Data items
^^^^

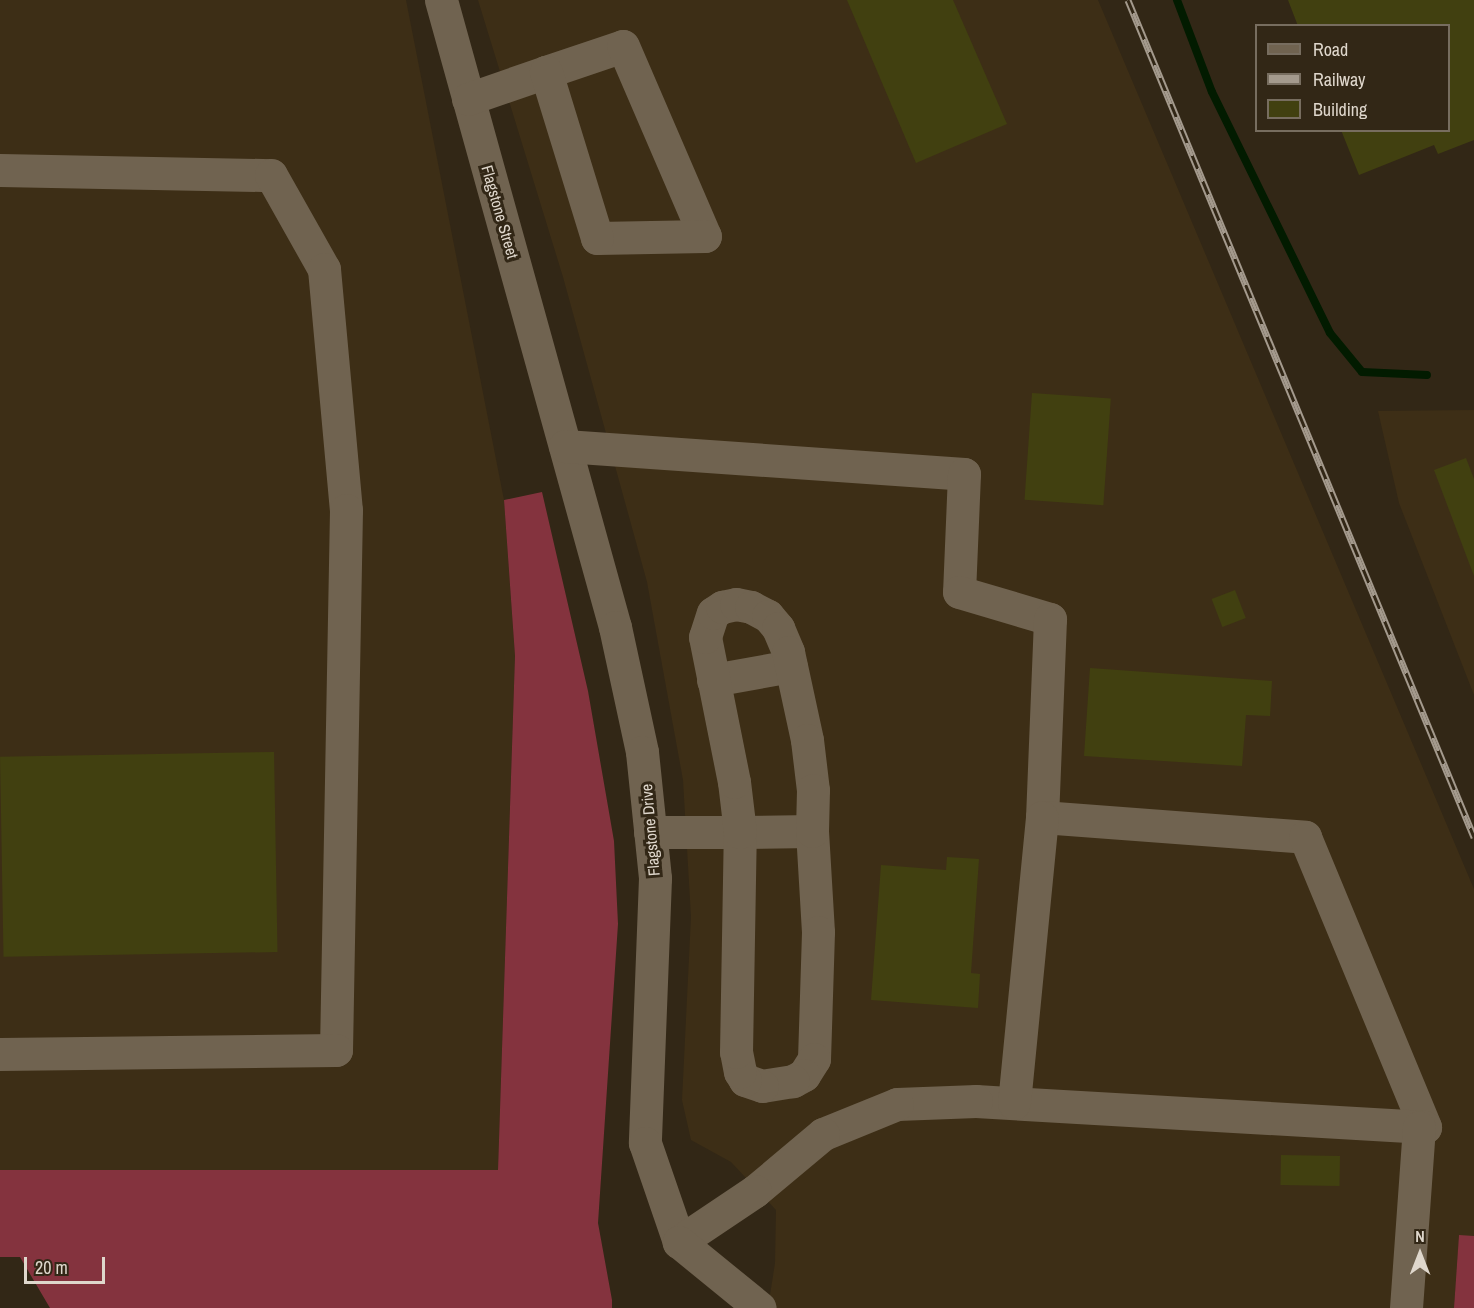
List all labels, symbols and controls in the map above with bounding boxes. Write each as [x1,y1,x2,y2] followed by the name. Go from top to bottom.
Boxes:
[1255,24,1450,132] legend
[1313,37,1348,62] text: Road
[1313,67,1366,92] text: Railway
[1313,97,1367,122] text: Building
[478,163,522,261] street label: Flagstone Street
[636,783,664,877] street label: Flagstone Drive
[1390,1224,1450,1284] north arrow
[1415,1225,1425,1247] text: N
[27,1245,108,1283] scale bar
[35,1255,68,1280] text: 20 m

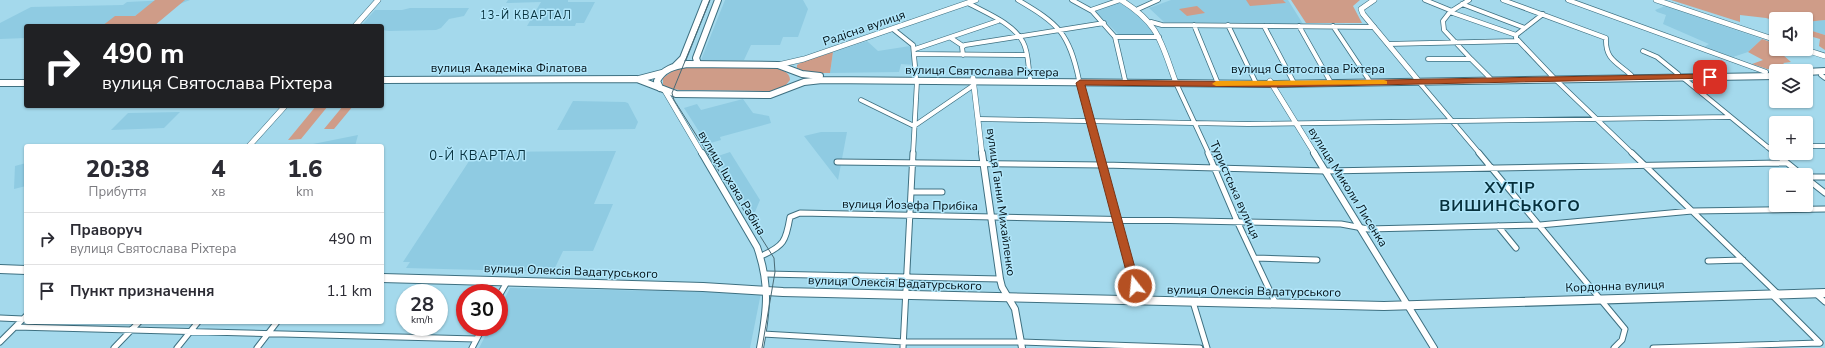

^^^^

WHAT IS EXPECTED -
Copy each line of the records above without change, but do not include any picture.

TASK RESPONSE -
List all labels, symbols and controls in the map above with bounding boxes. Write each as [x1,y1,x2,y2] followed by the name. Go from top to bottom.
Boxes:
[1255,24,1450,132] legend
[1313,37,1348,62] text: Road
[1313,67,1366,92] text: Railway
[1313,97,1367,122] text: Building
[478,163,522,261] street label: Flagstone Street
[636,783,664,877] street label: Flagstone Drive
[1390,1224,1450,1284] north arrow
[1415,1225,1425,1247] text: N
[27,1245,108,1283] scale bar
[35,1255,68,1280] text: 20 m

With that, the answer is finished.